Splicetoday

Music
Aug 24, 2016, 10:18AM

Down in a Hole, Feeling So Small

52 Weeks of Elizabeth Veldon, Week 34: “Soil” (04/10/13).

Screen shot 2016 08 24 at 10.16.14 am.png?ixlib=rails 2.1

While I never really took to gardening, the dirt’s always been a minor fascination of mine. It’s a world just out of reach, teeming with lost treasures and unseen life, a world that awaited us all upon the moment of death. Cross-sections of the underground—you can find them in zoos, books, and films—are fine, but wouldn’t it be fun to briefly transcend the corporeal state, to exceed gravity’s limits, to plummet down through layers of sediment accrued over millennia and get a good look at and listen to what lurks below the ground beneath our feet?
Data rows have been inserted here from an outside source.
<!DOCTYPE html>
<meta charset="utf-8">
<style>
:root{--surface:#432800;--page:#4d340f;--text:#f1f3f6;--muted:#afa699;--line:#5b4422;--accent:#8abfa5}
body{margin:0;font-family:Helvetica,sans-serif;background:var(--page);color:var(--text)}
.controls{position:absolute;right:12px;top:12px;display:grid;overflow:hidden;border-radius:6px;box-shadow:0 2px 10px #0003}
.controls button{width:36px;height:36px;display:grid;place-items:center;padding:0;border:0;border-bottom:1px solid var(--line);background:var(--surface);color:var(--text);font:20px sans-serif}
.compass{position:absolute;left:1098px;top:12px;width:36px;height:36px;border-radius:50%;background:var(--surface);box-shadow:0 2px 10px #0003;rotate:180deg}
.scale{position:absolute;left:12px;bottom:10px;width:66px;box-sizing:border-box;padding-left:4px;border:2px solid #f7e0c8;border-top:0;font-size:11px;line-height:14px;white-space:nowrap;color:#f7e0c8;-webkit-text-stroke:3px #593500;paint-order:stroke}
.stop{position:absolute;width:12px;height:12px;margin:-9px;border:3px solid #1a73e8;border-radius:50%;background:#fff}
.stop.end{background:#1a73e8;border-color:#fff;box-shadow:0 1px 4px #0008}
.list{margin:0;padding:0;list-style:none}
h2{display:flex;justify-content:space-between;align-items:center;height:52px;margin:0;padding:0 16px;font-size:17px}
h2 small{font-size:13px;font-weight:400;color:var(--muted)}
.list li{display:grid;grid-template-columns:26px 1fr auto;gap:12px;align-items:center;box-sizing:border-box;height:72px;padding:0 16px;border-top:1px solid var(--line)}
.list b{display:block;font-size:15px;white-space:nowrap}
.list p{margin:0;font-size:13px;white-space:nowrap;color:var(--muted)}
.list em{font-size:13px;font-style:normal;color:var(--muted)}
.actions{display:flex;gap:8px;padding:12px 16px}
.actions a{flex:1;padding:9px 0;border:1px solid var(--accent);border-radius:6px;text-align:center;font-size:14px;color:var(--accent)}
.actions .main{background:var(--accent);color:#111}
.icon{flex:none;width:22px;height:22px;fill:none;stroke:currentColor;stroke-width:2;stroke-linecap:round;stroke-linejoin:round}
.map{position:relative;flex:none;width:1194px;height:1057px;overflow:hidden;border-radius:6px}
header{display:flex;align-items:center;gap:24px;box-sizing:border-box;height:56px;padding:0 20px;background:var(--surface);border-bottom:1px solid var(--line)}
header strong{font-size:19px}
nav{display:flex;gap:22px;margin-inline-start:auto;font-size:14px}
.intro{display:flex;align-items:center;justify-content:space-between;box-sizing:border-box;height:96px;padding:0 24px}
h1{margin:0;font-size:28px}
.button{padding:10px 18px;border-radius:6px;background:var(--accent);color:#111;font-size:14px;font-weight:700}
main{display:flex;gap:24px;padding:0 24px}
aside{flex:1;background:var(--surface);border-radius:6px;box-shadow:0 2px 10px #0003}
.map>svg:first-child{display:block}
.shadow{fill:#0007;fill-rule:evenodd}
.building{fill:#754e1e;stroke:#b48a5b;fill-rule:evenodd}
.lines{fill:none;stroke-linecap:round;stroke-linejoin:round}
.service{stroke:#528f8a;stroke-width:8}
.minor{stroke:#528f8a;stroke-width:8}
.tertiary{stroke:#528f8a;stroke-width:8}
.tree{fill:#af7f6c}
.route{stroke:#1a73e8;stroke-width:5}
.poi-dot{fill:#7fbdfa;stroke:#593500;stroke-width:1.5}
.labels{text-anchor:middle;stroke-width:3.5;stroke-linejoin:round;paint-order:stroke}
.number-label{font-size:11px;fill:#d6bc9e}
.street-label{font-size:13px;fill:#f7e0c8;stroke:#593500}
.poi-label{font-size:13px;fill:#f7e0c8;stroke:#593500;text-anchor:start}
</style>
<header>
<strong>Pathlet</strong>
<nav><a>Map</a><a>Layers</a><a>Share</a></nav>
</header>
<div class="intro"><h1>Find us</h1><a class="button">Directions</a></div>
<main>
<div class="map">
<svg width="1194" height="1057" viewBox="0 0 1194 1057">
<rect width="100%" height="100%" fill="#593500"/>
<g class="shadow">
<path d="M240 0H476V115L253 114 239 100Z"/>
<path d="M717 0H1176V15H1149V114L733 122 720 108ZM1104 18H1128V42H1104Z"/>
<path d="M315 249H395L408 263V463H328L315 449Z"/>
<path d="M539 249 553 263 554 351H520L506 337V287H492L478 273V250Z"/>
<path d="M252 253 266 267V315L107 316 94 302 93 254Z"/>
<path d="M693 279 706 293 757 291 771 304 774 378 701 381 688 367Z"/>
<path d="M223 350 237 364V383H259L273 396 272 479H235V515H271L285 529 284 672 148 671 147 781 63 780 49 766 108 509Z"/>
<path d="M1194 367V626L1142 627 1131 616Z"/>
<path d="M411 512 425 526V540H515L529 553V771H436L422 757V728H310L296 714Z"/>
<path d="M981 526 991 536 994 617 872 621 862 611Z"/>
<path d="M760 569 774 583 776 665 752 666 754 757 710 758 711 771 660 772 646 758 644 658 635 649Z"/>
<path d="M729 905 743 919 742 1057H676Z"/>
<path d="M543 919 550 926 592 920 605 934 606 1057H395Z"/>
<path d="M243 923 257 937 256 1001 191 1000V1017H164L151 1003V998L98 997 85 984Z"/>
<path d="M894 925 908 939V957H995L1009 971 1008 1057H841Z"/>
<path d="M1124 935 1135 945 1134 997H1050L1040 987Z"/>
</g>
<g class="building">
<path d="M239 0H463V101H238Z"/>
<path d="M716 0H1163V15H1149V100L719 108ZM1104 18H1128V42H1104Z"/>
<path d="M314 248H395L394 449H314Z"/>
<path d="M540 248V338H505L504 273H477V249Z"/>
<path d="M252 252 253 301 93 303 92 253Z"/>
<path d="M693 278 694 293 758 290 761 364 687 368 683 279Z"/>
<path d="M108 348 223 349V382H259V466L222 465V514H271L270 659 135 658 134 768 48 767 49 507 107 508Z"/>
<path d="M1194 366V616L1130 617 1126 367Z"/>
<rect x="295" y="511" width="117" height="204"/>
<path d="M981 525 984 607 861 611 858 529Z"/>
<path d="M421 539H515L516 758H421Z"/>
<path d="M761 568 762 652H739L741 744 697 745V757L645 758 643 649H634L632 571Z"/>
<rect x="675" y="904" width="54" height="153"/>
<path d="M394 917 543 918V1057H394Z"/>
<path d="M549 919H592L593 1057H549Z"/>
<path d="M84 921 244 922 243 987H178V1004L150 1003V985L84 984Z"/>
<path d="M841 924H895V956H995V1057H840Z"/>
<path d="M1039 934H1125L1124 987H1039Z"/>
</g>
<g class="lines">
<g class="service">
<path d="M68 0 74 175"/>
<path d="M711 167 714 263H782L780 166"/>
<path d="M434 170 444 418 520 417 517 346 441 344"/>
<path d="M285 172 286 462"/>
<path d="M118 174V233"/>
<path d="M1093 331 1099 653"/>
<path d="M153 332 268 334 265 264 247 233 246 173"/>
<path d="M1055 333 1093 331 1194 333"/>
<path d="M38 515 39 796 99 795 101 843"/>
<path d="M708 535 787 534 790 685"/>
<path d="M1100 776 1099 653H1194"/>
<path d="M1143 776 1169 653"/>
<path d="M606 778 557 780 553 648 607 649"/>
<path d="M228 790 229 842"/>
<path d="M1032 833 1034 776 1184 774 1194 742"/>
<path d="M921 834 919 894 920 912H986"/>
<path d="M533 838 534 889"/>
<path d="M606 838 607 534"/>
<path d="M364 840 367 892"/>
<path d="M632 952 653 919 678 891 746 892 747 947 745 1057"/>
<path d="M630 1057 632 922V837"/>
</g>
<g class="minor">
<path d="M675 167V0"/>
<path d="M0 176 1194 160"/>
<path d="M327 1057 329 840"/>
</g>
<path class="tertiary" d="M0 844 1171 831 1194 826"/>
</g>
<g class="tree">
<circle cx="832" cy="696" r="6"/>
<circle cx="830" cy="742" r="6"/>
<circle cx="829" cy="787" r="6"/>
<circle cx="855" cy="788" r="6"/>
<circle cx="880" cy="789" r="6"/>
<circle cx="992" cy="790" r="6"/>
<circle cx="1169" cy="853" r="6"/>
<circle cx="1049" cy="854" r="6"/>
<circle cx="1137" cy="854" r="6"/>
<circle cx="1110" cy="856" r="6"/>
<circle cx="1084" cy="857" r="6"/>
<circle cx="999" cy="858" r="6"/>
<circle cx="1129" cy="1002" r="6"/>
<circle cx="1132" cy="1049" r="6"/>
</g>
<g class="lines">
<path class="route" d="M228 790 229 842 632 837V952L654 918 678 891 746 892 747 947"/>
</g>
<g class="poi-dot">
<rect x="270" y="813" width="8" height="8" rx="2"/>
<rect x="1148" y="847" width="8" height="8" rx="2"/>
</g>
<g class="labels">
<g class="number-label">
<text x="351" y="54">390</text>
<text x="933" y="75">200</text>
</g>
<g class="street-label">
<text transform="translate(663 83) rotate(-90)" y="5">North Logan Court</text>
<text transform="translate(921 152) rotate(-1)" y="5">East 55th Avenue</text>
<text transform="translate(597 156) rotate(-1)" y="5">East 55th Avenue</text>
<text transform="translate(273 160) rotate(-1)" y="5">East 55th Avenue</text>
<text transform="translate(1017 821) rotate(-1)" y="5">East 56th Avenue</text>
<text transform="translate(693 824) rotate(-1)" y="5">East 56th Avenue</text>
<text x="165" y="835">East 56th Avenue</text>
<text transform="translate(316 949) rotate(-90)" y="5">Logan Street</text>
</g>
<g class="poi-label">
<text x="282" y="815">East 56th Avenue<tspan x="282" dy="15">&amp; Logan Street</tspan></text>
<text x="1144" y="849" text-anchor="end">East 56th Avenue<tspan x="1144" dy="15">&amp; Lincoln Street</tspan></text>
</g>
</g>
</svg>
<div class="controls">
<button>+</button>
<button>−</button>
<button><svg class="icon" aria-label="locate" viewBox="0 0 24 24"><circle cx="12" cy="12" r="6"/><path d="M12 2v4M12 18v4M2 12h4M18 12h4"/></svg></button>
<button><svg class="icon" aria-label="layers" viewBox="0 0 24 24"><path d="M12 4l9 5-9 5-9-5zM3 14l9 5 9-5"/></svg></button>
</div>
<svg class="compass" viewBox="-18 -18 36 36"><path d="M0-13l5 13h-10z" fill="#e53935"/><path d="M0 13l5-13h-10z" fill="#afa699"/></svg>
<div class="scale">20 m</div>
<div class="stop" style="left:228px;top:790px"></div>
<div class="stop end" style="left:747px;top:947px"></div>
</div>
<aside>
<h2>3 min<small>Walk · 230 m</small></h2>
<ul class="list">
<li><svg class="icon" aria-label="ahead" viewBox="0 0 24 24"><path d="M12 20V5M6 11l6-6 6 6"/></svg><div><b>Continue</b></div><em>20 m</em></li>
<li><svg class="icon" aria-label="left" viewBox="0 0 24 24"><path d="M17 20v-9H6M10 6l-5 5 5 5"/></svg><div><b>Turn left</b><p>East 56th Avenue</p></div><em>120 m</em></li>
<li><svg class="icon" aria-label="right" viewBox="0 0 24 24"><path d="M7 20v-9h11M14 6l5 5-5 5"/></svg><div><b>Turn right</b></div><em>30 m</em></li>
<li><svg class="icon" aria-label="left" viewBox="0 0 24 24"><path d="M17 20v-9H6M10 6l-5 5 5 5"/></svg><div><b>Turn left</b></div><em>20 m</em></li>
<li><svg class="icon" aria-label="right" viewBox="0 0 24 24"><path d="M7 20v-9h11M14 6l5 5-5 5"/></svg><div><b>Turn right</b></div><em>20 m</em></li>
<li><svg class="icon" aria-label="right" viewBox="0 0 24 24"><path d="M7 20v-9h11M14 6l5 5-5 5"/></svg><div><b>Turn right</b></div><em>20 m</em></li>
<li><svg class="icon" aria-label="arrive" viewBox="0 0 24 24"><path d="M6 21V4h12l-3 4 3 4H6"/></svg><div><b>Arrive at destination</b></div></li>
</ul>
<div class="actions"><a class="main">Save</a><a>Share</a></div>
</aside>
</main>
Some fantastical, Disneyfied tour of ant colonies, decaying dog toys, and buried powerlines, “Soil” isn’t. Rather it’s a low, rippling drone in the style of Michael Morley’s early Gate recordings, a quaking hum that’s intermittently undergoing chord shifts that suggest alternated burrowing tactics. To hear it is to truly grasp, to undying disappointment, that there’s no real romance or magic to the billions of tons of dirt and rock clamped tight to our planet’s bedrock skull: the terra firma is cold, brutal, efficient, and hungry. It has zero sense of itself and even less of us: long after we’re dead, it’ll continue to digest and excrete everything the universe has to throw at it. Not the most reassuring notion to consider, or reconsider, especially once bedtime arrives.